Copy out each line of the data that holds the string "margin".

----------

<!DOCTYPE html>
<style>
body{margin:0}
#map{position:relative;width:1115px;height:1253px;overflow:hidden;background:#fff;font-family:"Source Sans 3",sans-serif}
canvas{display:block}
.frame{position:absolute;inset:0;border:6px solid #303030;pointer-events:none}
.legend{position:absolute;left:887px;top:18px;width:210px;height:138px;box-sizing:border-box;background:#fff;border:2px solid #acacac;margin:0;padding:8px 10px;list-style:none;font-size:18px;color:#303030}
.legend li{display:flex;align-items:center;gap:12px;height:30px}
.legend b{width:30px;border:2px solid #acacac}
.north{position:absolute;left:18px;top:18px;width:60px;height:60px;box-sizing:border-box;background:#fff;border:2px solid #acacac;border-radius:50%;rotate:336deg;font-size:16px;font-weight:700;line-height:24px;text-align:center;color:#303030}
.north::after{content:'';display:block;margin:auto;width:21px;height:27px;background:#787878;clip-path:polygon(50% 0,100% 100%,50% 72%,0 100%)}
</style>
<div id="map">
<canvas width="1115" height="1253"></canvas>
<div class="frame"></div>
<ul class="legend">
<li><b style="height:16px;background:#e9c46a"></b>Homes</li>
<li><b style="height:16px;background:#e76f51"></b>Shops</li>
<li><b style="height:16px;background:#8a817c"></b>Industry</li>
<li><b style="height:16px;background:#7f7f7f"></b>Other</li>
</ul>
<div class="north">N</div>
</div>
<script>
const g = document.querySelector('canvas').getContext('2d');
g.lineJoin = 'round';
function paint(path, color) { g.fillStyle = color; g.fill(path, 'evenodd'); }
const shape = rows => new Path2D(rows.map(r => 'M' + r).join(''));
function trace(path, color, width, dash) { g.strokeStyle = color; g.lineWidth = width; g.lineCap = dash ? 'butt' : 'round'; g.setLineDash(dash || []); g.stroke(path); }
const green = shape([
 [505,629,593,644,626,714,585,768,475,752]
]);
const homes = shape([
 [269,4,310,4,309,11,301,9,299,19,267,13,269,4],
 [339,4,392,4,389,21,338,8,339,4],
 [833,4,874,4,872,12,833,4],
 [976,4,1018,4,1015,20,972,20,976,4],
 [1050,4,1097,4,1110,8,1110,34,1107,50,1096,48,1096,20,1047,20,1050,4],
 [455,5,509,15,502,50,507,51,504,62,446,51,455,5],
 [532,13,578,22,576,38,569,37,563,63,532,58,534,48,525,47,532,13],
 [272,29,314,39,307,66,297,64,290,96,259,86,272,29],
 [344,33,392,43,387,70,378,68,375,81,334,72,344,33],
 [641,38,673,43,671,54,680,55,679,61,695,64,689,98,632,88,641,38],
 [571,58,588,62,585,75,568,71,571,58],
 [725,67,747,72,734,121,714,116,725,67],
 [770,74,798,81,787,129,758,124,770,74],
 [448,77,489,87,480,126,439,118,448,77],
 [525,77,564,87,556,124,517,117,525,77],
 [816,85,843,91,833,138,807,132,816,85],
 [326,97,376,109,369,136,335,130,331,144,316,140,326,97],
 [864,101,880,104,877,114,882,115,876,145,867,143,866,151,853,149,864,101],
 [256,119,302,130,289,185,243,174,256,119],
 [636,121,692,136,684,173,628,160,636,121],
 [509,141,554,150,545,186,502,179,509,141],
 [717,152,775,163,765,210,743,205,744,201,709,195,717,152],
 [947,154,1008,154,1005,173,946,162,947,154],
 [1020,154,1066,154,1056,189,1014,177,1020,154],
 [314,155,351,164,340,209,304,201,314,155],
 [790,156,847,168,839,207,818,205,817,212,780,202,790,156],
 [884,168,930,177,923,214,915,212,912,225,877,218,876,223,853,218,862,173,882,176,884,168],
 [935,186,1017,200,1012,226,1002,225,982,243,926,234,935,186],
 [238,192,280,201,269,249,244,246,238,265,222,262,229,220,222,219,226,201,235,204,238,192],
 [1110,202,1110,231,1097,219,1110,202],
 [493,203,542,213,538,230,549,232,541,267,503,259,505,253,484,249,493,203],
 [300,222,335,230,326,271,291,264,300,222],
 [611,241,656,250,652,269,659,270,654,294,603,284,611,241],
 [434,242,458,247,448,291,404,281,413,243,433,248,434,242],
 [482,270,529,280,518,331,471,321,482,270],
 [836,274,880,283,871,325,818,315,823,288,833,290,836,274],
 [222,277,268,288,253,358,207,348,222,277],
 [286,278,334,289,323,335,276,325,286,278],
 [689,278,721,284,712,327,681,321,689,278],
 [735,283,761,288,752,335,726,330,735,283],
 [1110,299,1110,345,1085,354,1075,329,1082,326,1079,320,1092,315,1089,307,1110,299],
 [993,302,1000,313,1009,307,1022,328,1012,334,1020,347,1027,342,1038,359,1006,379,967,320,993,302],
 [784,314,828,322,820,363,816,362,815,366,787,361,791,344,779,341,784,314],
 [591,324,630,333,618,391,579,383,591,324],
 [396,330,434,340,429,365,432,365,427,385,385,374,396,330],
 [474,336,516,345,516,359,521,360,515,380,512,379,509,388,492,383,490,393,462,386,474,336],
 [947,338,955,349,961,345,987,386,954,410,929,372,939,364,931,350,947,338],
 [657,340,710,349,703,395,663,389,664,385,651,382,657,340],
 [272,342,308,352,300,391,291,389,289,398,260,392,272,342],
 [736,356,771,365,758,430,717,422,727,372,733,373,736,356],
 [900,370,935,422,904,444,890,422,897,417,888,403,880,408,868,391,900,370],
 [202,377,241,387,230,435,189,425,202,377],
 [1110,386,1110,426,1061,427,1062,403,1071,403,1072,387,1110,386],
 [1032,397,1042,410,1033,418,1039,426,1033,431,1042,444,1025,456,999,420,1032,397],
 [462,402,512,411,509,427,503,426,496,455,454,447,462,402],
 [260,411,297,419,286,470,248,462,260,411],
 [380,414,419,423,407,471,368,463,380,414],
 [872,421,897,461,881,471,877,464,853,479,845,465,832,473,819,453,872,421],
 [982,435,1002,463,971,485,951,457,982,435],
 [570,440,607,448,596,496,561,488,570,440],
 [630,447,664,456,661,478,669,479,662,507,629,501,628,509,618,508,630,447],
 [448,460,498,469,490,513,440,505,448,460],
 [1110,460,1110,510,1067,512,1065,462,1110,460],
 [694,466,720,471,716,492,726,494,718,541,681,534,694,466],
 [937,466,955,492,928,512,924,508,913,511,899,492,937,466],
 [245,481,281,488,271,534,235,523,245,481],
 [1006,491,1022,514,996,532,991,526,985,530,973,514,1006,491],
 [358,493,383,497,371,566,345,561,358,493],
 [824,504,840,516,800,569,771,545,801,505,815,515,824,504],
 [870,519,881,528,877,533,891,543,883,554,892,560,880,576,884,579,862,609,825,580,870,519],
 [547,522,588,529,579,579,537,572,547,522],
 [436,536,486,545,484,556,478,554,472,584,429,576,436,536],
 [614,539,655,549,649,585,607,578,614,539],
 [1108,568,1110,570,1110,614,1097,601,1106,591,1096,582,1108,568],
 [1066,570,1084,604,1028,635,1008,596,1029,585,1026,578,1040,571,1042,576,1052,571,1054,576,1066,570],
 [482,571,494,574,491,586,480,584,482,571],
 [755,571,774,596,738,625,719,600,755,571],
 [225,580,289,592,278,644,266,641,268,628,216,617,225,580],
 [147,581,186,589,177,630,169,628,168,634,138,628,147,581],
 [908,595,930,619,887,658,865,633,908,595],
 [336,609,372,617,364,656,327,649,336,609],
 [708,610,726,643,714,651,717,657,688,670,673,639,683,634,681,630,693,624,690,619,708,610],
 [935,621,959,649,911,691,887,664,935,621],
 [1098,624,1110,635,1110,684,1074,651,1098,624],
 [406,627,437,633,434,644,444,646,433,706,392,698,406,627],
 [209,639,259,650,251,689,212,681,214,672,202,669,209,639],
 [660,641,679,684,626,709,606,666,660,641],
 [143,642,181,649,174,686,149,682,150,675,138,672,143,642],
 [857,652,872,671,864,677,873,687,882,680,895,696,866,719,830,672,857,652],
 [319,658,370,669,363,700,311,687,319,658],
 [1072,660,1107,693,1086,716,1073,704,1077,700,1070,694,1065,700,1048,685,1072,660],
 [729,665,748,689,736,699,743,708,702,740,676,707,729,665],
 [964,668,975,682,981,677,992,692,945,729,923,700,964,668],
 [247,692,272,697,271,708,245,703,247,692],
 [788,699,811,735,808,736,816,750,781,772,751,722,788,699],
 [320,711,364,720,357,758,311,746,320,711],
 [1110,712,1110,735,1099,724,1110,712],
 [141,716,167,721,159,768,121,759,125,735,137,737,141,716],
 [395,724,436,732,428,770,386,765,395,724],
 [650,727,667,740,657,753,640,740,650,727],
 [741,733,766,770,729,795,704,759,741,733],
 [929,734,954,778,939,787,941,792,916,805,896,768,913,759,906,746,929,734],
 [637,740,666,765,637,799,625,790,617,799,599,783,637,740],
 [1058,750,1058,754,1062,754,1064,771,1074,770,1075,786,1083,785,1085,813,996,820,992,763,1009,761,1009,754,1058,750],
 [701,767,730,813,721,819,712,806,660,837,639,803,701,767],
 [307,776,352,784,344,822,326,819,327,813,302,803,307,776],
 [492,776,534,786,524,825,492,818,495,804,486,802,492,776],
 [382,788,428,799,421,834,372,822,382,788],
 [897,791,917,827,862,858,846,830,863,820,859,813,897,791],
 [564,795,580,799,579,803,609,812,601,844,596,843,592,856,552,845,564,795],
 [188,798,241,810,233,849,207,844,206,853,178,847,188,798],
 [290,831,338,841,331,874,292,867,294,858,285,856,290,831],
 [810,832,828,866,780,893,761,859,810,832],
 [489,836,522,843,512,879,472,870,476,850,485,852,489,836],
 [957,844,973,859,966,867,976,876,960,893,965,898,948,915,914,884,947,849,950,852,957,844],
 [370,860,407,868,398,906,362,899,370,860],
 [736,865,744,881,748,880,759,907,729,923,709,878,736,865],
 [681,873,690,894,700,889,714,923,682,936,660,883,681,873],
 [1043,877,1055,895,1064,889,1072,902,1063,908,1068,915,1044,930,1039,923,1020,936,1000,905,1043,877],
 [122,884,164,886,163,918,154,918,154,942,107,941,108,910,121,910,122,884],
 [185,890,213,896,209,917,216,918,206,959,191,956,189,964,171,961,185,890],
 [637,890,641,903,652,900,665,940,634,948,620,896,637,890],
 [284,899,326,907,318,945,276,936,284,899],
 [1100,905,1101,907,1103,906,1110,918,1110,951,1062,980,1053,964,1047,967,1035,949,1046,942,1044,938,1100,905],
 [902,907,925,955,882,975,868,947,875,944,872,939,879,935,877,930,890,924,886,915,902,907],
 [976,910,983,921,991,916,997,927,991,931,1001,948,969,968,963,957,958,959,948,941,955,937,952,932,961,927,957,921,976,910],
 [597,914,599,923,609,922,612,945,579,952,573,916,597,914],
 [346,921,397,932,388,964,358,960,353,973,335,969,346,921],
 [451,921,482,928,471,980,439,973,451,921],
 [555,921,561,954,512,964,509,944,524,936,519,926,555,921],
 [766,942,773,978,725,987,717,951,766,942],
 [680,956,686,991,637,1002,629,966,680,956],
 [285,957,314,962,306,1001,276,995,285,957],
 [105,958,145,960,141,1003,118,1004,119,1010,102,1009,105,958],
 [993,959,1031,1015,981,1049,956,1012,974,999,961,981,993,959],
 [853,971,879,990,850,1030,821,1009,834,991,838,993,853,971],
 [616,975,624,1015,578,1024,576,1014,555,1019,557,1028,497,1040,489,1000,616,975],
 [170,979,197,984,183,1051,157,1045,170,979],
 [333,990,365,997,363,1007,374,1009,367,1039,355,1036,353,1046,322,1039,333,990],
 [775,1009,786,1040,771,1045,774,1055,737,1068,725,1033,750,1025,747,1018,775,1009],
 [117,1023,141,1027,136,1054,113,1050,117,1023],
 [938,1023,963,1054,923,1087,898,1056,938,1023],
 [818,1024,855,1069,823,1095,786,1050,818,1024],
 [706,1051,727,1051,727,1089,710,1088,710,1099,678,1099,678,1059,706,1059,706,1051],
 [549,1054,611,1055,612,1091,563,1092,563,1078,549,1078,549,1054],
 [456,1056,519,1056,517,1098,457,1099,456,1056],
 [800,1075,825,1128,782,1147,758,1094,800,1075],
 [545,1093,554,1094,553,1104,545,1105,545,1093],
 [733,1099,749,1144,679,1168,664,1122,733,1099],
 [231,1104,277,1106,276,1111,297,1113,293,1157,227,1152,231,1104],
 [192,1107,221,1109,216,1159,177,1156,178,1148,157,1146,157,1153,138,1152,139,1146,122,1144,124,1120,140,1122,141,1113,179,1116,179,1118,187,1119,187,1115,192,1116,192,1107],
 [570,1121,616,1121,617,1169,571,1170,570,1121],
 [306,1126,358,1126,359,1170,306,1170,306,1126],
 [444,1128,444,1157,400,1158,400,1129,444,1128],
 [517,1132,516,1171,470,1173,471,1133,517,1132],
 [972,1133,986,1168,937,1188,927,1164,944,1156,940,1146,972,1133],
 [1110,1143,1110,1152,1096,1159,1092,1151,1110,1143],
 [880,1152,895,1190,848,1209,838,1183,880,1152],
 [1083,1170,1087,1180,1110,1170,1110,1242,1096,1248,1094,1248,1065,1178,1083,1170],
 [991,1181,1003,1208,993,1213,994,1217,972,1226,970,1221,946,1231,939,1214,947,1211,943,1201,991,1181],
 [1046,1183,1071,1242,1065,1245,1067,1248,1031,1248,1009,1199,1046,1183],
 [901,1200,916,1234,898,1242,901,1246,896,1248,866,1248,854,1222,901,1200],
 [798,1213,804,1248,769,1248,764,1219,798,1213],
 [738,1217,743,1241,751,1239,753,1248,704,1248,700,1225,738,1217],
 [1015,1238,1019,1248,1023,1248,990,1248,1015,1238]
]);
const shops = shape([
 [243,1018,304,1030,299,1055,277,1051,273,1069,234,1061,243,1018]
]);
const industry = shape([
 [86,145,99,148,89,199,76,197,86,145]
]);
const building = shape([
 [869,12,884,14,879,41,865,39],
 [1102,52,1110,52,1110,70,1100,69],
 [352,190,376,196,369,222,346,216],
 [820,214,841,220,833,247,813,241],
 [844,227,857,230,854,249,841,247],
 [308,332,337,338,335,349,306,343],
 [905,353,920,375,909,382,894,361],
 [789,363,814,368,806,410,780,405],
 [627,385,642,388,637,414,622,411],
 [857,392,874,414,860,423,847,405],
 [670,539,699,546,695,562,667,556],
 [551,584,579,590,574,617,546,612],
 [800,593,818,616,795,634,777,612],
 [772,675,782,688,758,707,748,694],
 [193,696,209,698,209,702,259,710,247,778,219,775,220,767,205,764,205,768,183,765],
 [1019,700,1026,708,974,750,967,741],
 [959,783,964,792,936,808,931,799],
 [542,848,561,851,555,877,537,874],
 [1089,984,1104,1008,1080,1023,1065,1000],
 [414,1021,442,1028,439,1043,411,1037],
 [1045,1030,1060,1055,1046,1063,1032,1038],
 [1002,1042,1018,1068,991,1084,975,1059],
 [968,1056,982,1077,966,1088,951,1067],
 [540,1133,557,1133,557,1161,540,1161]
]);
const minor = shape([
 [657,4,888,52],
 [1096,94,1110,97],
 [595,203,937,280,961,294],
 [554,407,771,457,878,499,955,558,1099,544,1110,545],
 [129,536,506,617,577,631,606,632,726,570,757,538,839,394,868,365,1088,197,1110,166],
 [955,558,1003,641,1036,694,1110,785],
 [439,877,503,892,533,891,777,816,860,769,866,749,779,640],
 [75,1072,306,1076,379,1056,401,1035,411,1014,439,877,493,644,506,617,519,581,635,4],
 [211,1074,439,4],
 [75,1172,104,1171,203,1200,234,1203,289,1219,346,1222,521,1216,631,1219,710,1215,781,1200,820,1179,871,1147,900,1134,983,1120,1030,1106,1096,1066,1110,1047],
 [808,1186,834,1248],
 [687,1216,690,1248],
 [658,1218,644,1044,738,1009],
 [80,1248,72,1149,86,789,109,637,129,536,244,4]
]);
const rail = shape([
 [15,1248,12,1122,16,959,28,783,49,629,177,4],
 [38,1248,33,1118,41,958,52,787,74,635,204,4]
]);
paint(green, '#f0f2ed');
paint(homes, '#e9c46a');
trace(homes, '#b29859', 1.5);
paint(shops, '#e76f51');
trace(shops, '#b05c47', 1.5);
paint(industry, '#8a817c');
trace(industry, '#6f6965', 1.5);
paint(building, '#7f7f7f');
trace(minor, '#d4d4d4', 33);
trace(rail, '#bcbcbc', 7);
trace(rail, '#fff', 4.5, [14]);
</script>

----------

== Task solution ==
body{margin:0}
.legend{position:absolute;left:887px;top:18px;width:210px;height:138px;box-sizing:border-box;background:#fff;border:2px solid #acacac;margin:0;padding:8px 10px;list-style:none;font-size:18px;color:#303030}
.north::after{content:'';display:block;margin:auto;width:21px;height:27px;background:#787878;clip-path:polygon(50% 0,100% 100%,50% 72%,0 100%)}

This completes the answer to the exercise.